Ilustraciones | Shutterstock y IStock
12 de Marzo de 2021
Por:
Ricardo Silva Romero

Reflexión sobre esa necesidad irresistible que tienen nuestras almas de tocarse las unas con las otras, tras un año de condicionamientos a la interacción humana. 

El virus en los tiempos del amor

SABEMOS QUÉ ES EL AMOR si nadie se atreve a preguntárnoslo. Se nos ha mostrado a diestra y siniestra: de drama en drama, de disciplina en disciplina, de gurú en gurú. Se nos ha dicho qué es y cómo se siente y cuál es la manera precisa de ponerlo en marcha, y claro que no ha sobrado y claro que nos ha hecho todavía más humanos, pero la verdad es que todos hemos podido reconocerlo sin mayores pistas –desde que tenemos uso de razón y de corazón lo hemos reconocido– adentro y afuera de nosotros.

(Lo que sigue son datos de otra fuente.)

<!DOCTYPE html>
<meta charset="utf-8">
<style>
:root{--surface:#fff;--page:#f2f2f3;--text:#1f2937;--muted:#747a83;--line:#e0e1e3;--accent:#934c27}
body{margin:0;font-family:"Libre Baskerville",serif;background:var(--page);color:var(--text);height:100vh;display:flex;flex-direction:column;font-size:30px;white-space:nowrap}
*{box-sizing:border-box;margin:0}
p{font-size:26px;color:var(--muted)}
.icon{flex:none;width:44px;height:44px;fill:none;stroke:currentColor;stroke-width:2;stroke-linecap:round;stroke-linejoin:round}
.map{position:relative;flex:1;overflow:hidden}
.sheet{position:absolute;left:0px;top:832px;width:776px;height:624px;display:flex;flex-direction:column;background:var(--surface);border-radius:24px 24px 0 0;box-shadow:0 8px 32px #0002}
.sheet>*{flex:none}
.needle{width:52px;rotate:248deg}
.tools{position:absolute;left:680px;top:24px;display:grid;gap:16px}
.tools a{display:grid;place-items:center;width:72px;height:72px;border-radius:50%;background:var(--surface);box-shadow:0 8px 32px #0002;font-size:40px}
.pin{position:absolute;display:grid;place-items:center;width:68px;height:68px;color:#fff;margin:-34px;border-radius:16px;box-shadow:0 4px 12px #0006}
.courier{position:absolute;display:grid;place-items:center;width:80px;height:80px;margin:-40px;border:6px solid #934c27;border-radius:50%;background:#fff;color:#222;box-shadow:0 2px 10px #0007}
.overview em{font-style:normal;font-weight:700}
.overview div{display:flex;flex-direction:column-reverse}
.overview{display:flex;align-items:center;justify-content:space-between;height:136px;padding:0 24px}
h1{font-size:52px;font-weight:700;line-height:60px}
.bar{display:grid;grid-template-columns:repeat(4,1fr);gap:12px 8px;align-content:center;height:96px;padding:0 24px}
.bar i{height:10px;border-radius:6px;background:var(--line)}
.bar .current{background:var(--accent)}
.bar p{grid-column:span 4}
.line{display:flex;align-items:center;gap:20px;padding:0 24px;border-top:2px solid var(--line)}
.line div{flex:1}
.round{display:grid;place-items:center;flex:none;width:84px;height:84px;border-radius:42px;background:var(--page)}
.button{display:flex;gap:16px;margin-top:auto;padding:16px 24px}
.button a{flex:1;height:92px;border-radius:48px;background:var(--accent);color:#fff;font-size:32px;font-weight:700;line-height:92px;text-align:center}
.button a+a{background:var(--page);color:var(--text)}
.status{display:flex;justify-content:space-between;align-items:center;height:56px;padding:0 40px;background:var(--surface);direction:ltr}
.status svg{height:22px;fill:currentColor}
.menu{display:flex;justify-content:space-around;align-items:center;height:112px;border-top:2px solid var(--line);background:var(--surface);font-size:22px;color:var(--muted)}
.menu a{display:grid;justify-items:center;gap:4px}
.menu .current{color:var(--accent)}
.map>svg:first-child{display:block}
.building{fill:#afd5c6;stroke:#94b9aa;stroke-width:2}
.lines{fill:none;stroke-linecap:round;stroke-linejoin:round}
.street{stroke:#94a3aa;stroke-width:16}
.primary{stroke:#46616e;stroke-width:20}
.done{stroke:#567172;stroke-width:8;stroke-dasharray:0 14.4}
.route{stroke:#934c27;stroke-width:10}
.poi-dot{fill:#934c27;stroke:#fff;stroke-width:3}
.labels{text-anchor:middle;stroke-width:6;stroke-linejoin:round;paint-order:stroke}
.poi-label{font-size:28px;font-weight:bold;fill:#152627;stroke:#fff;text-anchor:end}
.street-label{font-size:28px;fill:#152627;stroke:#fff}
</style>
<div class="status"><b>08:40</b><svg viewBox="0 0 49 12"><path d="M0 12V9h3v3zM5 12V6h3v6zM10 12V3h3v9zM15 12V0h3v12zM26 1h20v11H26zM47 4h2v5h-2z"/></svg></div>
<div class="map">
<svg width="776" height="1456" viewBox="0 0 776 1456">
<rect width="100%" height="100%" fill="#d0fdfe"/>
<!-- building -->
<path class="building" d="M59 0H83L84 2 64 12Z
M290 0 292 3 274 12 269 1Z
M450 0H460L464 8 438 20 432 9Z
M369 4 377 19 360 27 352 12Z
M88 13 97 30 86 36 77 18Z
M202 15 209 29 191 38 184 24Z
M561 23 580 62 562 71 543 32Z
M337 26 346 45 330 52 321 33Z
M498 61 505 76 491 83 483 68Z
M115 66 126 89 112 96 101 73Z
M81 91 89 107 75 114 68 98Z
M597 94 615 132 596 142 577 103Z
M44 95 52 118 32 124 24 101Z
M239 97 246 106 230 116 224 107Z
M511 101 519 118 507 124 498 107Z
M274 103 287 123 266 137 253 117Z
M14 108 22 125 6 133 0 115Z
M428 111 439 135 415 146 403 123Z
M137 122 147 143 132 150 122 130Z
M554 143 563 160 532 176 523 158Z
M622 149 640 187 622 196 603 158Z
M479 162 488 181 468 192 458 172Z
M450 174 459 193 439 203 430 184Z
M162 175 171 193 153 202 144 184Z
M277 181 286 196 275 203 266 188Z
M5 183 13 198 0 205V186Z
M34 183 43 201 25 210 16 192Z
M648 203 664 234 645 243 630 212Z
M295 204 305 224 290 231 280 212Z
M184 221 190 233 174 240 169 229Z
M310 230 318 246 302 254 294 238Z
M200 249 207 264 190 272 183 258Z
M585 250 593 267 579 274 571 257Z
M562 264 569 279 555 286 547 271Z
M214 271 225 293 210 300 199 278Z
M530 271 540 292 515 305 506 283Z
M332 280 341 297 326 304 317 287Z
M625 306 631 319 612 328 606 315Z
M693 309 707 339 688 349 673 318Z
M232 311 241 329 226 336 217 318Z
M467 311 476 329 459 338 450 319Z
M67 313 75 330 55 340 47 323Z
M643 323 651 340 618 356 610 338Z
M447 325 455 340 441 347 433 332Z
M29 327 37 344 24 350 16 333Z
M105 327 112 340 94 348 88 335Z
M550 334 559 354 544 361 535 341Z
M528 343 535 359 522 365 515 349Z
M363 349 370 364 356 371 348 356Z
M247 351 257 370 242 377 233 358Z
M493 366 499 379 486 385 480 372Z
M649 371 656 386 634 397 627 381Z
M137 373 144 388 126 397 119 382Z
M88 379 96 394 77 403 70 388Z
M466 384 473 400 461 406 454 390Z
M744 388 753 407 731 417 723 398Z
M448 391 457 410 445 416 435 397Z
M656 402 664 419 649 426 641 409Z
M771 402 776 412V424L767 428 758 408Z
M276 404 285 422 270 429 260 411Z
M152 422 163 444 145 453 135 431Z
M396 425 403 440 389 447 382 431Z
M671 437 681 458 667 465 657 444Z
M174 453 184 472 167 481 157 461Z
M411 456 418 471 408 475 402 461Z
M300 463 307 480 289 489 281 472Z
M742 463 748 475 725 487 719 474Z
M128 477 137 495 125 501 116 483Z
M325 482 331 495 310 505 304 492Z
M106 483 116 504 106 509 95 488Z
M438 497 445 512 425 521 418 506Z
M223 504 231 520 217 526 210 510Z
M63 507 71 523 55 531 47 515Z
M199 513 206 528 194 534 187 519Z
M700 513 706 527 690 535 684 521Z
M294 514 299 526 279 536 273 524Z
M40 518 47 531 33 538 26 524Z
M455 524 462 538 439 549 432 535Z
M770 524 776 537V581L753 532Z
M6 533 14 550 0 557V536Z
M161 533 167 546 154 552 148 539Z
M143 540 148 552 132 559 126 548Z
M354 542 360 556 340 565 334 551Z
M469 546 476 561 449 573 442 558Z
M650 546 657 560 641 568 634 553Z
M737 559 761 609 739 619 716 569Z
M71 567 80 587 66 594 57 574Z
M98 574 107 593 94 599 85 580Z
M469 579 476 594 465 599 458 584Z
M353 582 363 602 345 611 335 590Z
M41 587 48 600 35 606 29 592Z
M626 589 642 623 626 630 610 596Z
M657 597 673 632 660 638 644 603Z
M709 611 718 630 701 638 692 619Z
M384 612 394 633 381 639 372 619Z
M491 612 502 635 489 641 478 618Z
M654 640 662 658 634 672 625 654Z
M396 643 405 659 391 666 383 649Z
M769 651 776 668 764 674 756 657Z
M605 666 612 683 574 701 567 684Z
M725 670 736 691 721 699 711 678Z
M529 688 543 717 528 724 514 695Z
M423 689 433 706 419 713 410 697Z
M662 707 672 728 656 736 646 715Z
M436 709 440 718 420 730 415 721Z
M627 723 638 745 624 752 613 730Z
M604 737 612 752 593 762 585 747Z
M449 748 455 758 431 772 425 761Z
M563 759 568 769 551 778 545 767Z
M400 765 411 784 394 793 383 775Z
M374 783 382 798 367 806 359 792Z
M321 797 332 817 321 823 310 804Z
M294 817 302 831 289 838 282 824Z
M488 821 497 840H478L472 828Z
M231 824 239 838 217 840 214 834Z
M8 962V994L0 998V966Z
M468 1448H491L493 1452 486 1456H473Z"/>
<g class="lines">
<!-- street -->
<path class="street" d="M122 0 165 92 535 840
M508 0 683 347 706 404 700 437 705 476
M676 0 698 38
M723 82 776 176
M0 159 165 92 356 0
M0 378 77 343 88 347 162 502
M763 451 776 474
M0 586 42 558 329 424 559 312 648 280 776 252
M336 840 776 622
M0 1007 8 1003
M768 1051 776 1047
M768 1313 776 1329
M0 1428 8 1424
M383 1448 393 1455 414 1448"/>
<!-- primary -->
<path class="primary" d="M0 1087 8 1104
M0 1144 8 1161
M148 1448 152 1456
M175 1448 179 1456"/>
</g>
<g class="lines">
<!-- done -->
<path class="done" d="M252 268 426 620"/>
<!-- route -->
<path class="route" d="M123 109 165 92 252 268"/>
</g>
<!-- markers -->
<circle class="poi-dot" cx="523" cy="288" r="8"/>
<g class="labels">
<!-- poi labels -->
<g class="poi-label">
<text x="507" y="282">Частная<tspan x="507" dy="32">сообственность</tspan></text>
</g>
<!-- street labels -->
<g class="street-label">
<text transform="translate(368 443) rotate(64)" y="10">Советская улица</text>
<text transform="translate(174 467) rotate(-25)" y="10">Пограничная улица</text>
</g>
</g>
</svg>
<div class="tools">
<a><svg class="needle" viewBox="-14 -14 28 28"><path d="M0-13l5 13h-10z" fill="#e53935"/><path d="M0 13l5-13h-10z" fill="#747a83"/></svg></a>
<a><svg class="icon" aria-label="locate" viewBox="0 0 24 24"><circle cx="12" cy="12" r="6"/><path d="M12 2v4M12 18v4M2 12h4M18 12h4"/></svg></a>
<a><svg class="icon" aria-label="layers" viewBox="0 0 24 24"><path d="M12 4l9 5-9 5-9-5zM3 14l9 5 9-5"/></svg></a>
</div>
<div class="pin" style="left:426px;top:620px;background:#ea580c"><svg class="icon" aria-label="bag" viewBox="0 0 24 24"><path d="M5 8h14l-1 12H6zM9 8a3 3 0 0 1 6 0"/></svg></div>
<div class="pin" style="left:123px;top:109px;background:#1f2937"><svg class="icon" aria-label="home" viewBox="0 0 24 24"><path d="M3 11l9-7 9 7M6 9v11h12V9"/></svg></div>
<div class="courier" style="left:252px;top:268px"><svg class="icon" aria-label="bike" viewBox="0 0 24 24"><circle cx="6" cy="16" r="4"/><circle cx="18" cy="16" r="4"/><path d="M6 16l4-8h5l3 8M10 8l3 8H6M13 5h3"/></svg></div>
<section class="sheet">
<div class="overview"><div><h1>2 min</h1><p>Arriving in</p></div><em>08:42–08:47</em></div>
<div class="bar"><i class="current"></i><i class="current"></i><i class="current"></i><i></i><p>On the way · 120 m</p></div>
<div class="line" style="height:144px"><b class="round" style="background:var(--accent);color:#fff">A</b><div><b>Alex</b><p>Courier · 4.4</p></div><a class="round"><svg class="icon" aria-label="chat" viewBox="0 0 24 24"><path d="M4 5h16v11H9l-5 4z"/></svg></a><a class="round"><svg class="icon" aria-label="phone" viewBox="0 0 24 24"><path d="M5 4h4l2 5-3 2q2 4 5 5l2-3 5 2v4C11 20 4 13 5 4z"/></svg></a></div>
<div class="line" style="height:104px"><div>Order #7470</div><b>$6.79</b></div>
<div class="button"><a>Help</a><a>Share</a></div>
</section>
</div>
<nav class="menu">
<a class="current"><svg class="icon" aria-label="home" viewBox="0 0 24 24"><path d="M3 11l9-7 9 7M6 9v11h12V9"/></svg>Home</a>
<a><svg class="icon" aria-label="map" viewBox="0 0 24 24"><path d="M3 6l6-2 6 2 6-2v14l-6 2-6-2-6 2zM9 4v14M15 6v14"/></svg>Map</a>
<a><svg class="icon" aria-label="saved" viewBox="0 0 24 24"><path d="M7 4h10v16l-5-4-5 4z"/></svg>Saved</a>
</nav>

El amor ha sido un objeto: un órgano vital de cada quién y un punto de fuga que con un poco de suerte y un poco de Dios de tanto en tanto se alcanza. Pero también ha sido un criterio: un modo de ver y de portarse y de obrar como si el propósito de una vida fuera ir convirtiendo a los extraños en prójimos. Y no sobra ponerse a pensar qué sucede tanto con ese objeto como con ese criterio en tiempos de pandemias.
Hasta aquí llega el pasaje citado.